◆ HOW TO COMPLETE THIS TASK
In the entries that follow, how many lines include the string "building"? The answer is the number only.

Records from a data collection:
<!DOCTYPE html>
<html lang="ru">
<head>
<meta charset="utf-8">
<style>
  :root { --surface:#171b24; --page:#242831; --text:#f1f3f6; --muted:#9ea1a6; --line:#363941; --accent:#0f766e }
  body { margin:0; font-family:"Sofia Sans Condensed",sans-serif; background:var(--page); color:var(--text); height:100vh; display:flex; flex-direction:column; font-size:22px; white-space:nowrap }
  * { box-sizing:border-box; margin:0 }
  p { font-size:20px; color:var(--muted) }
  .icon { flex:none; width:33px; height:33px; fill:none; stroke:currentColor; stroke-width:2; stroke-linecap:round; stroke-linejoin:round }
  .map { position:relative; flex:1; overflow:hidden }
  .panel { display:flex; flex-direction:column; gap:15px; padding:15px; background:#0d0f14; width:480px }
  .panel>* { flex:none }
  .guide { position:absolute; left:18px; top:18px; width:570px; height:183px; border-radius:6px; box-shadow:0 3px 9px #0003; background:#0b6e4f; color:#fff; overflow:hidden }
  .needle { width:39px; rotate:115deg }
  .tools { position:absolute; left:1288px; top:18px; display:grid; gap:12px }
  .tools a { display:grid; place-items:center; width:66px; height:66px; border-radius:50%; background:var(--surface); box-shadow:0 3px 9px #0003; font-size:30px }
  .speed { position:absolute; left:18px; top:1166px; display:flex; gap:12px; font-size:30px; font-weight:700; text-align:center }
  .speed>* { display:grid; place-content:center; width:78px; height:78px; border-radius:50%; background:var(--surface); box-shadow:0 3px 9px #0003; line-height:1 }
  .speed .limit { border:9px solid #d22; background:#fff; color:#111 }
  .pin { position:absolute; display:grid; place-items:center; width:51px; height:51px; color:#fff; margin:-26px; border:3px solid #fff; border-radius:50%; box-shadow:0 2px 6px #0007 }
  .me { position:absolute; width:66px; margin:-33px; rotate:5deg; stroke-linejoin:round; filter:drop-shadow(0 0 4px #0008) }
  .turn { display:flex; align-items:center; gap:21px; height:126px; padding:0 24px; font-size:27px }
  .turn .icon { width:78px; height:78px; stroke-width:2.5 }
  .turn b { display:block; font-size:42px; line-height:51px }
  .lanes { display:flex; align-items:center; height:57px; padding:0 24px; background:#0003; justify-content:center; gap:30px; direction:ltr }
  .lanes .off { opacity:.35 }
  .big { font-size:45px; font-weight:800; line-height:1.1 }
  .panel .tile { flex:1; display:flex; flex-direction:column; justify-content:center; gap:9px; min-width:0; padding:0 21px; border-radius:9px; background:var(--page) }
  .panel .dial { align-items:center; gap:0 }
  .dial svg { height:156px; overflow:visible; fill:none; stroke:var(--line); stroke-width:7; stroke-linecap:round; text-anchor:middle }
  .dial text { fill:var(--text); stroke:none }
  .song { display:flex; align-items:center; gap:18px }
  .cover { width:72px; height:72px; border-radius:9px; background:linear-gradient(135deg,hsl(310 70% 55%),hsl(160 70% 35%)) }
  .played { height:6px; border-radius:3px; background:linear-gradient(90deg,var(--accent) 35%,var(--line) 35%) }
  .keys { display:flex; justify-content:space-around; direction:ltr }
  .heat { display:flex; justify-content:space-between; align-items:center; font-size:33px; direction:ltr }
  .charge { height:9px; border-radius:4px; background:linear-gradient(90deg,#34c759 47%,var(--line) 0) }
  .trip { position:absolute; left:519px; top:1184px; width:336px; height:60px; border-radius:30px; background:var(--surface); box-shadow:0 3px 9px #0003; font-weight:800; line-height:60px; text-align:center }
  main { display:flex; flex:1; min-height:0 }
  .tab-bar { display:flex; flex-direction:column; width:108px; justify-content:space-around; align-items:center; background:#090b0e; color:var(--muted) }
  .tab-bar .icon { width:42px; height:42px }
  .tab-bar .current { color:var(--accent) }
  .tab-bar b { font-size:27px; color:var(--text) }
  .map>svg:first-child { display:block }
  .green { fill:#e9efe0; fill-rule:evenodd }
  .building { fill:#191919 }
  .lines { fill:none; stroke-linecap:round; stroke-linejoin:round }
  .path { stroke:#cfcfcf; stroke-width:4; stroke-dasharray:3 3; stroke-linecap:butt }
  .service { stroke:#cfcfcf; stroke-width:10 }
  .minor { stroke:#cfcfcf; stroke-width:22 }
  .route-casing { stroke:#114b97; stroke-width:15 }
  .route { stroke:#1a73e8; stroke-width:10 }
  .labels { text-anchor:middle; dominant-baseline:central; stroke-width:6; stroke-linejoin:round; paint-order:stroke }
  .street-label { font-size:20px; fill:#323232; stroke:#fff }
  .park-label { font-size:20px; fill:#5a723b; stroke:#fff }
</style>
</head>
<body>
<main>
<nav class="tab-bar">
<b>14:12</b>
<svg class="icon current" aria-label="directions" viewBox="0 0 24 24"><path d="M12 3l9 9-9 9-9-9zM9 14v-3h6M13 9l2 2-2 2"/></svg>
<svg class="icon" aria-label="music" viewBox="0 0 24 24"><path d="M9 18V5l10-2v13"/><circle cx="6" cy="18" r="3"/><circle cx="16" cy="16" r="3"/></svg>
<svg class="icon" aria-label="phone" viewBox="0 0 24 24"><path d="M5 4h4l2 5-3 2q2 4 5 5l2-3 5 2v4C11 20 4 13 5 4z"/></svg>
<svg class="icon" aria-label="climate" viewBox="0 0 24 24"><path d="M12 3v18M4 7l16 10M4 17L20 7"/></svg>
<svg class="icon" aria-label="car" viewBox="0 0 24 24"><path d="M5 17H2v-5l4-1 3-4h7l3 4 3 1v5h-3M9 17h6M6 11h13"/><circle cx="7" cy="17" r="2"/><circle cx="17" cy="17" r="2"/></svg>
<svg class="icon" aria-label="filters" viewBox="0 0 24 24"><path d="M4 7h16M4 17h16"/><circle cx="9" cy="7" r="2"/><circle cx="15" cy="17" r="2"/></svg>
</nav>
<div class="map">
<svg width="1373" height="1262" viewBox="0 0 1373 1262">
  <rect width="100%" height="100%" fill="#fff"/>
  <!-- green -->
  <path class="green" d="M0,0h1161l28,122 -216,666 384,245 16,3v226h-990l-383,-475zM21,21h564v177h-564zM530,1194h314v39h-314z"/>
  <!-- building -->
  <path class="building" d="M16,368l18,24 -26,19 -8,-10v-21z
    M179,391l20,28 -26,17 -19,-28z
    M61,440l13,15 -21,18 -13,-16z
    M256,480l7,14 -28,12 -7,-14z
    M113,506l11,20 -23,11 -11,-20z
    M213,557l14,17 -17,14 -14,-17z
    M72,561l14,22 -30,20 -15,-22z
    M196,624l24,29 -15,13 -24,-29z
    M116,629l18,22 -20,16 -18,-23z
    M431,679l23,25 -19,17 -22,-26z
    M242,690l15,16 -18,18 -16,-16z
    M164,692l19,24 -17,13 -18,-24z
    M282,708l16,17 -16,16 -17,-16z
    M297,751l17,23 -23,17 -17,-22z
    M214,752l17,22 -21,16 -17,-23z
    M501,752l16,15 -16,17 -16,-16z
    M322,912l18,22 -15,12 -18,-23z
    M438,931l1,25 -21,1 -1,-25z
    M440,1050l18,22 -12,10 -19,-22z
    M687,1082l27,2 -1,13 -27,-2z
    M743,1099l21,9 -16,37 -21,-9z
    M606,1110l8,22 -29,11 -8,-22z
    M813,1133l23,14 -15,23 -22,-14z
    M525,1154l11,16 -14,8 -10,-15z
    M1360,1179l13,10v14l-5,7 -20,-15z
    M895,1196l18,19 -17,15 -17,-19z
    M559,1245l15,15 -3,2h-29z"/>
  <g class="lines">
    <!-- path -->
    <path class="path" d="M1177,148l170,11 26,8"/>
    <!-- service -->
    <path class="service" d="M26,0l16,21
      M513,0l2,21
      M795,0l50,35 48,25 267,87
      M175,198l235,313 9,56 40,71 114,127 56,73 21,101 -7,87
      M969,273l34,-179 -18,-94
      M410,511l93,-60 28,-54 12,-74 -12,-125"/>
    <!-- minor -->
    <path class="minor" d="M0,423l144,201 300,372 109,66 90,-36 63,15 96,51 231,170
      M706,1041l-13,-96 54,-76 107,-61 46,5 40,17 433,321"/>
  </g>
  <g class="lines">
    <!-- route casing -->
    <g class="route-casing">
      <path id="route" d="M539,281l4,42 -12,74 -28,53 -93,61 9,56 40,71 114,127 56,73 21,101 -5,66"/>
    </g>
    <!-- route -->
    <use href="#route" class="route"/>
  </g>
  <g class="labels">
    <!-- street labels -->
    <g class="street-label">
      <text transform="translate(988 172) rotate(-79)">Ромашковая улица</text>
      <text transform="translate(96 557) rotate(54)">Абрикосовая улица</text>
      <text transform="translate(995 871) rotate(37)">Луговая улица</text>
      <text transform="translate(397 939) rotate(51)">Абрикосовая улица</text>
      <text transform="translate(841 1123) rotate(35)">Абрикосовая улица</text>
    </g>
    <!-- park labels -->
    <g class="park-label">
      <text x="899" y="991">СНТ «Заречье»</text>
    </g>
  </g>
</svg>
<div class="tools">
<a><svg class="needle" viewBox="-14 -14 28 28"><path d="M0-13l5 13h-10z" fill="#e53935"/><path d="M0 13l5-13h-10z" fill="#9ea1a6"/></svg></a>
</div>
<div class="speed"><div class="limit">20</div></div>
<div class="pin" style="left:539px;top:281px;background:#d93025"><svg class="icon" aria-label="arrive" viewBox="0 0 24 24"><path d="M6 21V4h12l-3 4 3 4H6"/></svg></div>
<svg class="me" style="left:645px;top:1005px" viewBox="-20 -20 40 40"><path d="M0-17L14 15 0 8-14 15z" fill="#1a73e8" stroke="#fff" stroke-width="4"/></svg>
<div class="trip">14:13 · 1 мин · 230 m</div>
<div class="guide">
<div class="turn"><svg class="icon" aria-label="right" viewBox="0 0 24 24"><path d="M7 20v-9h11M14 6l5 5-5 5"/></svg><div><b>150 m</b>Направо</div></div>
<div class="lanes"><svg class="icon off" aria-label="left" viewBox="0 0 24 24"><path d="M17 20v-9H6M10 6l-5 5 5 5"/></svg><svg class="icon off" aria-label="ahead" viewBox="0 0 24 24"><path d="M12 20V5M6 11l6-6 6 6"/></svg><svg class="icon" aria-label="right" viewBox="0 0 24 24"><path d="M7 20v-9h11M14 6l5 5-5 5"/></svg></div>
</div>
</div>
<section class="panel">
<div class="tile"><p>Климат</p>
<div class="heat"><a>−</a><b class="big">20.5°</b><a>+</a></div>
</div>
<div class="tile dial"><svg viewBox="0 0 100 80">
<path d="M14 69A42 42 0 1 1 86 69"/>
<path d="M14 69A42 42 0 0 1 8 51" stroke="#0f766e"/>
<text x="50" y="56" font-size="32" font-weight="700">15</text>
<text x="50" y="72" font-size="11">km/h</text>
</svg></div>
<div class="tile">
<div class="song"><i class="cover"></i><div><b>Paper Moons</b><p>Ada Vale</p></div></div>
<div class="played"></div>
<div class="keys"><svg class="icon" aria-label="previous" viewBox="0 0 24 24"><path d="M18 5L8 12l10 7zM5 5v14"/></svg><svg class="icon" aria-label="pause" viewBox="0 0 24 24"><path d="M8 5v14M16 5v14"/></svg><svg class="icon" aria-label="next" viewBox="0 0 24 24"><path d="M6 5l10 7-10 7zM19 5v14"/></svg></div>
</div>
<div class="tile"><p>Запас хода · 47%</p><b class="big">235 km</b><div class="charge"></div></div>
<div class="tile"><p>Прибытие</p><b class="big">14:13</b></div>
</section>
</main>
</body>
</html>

◆ RESULT OF THE TASK
3